Ross picked up the instrument and walked over to the Doctor. He then listened on both sides of his chest. "Sorry I can only hear one heart."

"Let me try." The Doctor listened, one heart beat. He was momentarily confused, had he had a single heart attack? Then he remembered something. "The stuff I was found with, was there a watch, an old fashioned fob watch, with spiral engravings on one side?"

Dr. Ross had clearly had enough. "Just the key and money I'm afraid, sorry, that's all for today, I'll see you again very soon.. " He trailed off not having a name to finish with.

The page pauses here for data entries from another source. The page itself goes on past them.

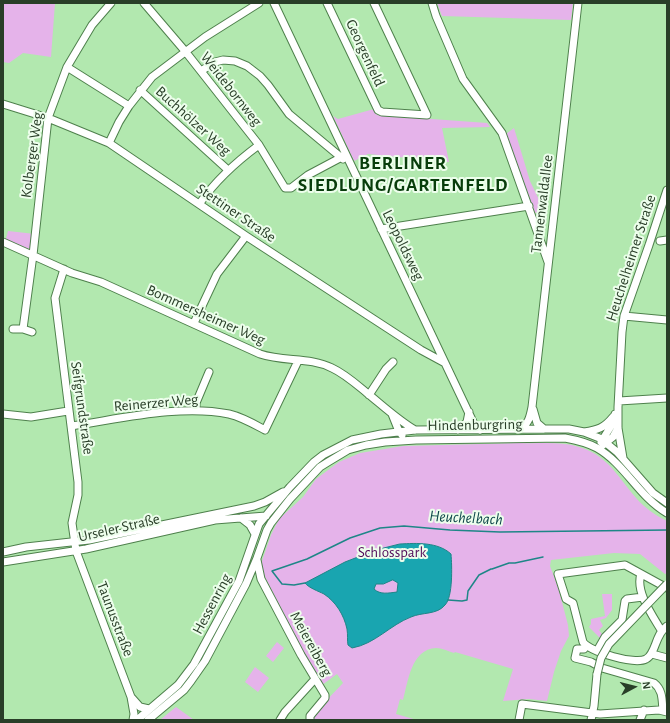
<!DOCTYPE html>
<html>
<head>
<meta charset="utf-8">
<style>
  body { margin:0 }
  #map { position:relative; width:670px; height:723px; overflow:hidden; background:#b2e8af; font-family:"Alegreya Sans",sans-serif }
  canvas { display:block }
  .frame { position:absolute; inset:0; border:4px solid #293e28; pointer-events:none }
  .north { position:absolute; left:614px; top:667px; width:40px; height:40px; -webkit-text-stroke:3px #edfeec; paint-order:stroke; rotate:83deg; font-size:11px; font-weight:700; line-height:16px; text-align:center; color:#293e28 }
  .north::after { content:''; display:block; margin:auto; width:14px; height:18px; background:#293e28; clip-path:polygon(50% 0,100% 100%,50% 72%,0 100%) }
</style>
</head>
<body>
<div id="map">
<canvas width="670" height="723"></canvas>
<div class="frame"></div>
<div class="north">N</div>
</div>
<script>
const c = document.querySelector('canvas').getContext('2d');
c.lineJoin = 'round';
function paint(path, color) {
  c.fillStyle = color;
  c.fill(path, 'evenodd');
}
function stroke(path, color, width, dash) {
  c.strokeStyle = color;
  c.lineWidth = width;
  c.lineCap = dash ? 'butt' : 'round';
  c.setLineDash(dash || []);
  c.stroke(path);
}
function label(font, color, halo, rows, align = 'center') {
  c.font = font + ' "Alegreya Sans",sans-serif';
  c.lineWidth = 4;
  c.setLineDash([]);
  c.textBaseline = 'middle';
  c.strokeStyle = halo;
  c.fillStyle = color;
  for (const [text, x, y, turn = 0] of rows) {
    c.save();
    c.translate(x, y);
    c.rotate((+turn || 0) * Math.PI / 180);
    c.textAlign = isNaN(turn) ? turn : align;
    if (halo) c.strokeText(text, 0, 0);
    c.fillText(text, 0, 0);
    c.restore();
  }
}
const green = new Path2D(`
  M3,3H55L51,57L23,53L9,63L3,62Z
  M437,3H573L571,20L442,16Z
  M374,109L377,115L487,123L490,127L442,128L449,162L368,154L354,161L333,116L338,119Z
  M514,128L530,181L544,210L535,213L506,134Z
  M8,231L35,234L33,255L5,243Z
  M521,443C541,444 560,441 579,447C613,457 621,485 644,506C651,512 658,517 667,521V573L665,574L640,554L614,553L551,560L550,566L558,587L568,625L569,636L561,651L554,672L547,701L529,699L503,701L513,669L455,652L454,653C448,651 442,648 436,648C411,649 408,682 403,700L400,699L396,714L417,720H312L323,704L343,683L337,674L322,685L304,654L261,569L262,561L271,535L279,519L303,497L316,479L339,462L360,453L403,446Z
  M602,594H612V610L606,618L600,620L603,626L599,630L604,637L601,639L589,627L591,624V619L605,616Z
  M277,642L284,648L273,662L266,656Z
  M255,667L269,678L258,692L245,682Z
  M176,707L194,720H160Z`);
const water = new Path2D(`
  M400,544C417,543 438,542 451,554C452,566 453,597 445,605C437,615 422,612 411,617C390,625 375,644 352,648L348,645C347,640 348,635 347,629C344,615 336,602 324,594C318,591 309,588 305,583L345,562L376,550ZM393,580L398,583L397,592C389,593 380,595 374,589L376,584H383Z`);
const stream = new Path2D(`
  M305,583L294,585L282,584L272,571L307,559L350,538L380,528L404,526L450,530L500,532L667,530
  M448,600L462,601L467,600L468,591L479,575L491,569H492L509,563H515L543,557`);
const minor = new Path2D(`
  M144,3L185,51L259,145L285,188H291L308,175L340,158
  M274,3L474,424L480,430
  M327,3L378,110L382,112L427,115L374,3
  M432,3L436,16L463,79L502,133L548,262
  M67,67L129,106
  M201,71L215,62L223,60L235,61L247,66L260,76L268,85L289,114L343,159
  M140,90L228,170
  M3,104L48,118L109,143L246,236L421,350L445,363
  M109,143L119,122L129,106L152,77L205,37L259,3
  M200,203C216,180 236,162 259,145
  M381,229L529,206
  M660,241L667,240
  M3,242L72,273L101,282L260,354C284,362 310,357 332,368C345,374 356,384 367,393C383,406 398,420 415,430
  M64,269L55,298L78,482V495L72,523L76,551L131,697L134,714L133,720
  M624,316L667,320
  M194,323L217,274L246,236
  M13,329H23
  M32,332L23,329L33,255L48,118L67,67L92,25L111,3
  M369,395L386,369L393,362
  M619,401L667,398
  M533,409L537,423L544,429
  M196,411V403L209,372
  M3,414L31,417L68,411
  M392,414L398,429L402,435
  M71,426C120,419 180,404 229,414C242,417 254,424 265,430L298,361
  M519,429C529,424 530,417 532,407L578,3
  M458,430L467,422L469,412
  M584,432C598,430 604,428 613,417
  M601,442L613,423L615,414
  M603,445L613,437L618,428
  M623,458L618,428V407L622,332L624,316L649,245L667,190
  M241,518L250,525L255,534
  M3,552L26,547L89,540L254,506L265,502L283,492
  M257,560L261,579L301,655L325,695V698L310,716V720
  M3,562L86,549L215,520L266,516
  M641,574C635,591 652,615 661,630
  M667,588L625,565L558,574L566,599L573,603L583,642C590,652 635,665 646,659C656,654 655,634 667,626
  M586,646L584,649H577L575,658L591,662L602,668L654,683C663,690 662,700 663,711
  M597,651L605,637L622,620L625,601L627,599L643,597
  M652,654L667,658
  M132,698L140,707L149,709
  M137,720L178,685L194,664L239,581L259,524L290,487L314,462L323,455L352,440L381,434L415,430L544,429H569L584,432L602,439L606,443L617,452L653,493L667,503
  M148,720L184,690L191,681L205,661L246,584L257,558L267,530L271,523L290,499L320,467L328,462L348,450L366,445L385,442L416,440L565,438C576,440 588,443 597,448C625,464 639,497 667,513
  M280,720L285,712L315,679
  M519,720L522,704L600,714L659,710L667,712
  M591,720L594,706L597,674
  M640,720L644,710`);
const minorBridge = new Path2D(`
  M597,674L601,658L609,644L667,584`);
const streetNames = [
  ["Georgenfeld",365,53,65],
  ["Weidebornweg",231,89,52],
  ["Buchhölzer Weg",193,121,42],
  ["Kolberger Weg",32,155,-82],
  ["Tannenwaldallee",542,204,-83],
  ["Stettiner Straße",236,213,34],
  ["Leopoldsweg",403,245,64],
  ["Heuchelheimer Straße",631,258,-72],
  ["Bommersheimer Weg",206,315,24],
  ["Reinerzer Weg",156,403,-5],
  ["Seifgrundstraße",82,408,82],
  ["Hindenburgring",475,425,-1],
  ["Urseler Straße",119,528,-13],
  ["Hessenring",212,604,-62],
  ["Taunusstraße",115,619,69],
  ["Meiereiberg",311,644,61]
];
const parkNames = [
  ["Schlosspark",392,552]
];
const waterNames = [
  ["Heuchelbach",466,518,3]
];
const districtNames = [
  ["BERLINER",403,163],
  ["SIEDLUNG/GARTENFELD",403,185]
];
paint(green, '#e5b3ea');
paint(water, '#19a5b0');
stroke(water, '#1e8687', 1);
stroke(stream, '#1e8687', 1.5);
stroke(minor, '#4e804c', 9);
stroke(minor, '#fff', 7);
stroke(minorBridge, '#4e804c', 9, []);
stroke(minorBridge, '#fff', 7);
label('15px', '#293e28', '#edfeec', streetNames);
label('15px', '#510959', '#edfeec', parkNames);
label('italic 16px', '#0e464a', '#edfeec', waterNames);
c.letterSpacing = '1px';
label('bold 19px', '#083d0b', '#edfeec', districtNames);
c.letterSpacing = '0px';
</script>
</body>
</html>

"Doctor." Said the Doctor as if talking to an idiot child.

"See you soon, Doctor." said Dr. Ross with badly disguised ill-patience.

After being wheeled back, the Doctor sat in his bed contemplating how the interview had gone. He enjoyed being in peoples faces, but maybe that approach had not worked too well in this case. If this place was what it appeared to be an early twenty first century psychiatric hospital, then he had just convinced the authorities he was blisteringly insane, which may not get him out of here too quickly. Even without his sonic screwdriver, he was pretty sure he could easily get through the locked doors or get hold of a swipe card, but in his current condition the one thing he could not do was run, and some of the staff here, the larger ones, looked as if they were used to dealing with escaping patients. If this place was not what it appeared to be, and someone was playing an elaborate game with him then so far so good. Otherwise he may just have made things more difficult for himself.

Still he needed time to recover, maybe best to stay put. Funny if he had been more badly injured he could just have regenerated and been right as rain in no time, but sometimes you just had to take the slower route. He also could not think of anywhere to escape to, he had no idea where his TARDIS was. He's let this one play out a little longer until he knew what was going on.

A policeman visible as a flash of yellow in the drab ward was talking to one of the nurses at the door of their little office. After a couple of minutes the nurse pointed at the Doctor's bed and the policeman came over. He was a big lad and towered the recumbent Doctor, his top was bristling with pieces of equipment making him look like a luminous yellow Batman.

"Good morning Sir." He gestured towards a chair next to the bed. "May I?"

"Be my guest."

No longer looming over the bed, the policeman, as everyone else did, asked how he was feeling.

"Much better." The Doctor replied, honestly.

"The nurse tells me you are still having trouble remembering what happened to you."

"It still hasn't come back."

"And your name?"

"Still a little hazy on that one." Said the Doctor, diplomatically.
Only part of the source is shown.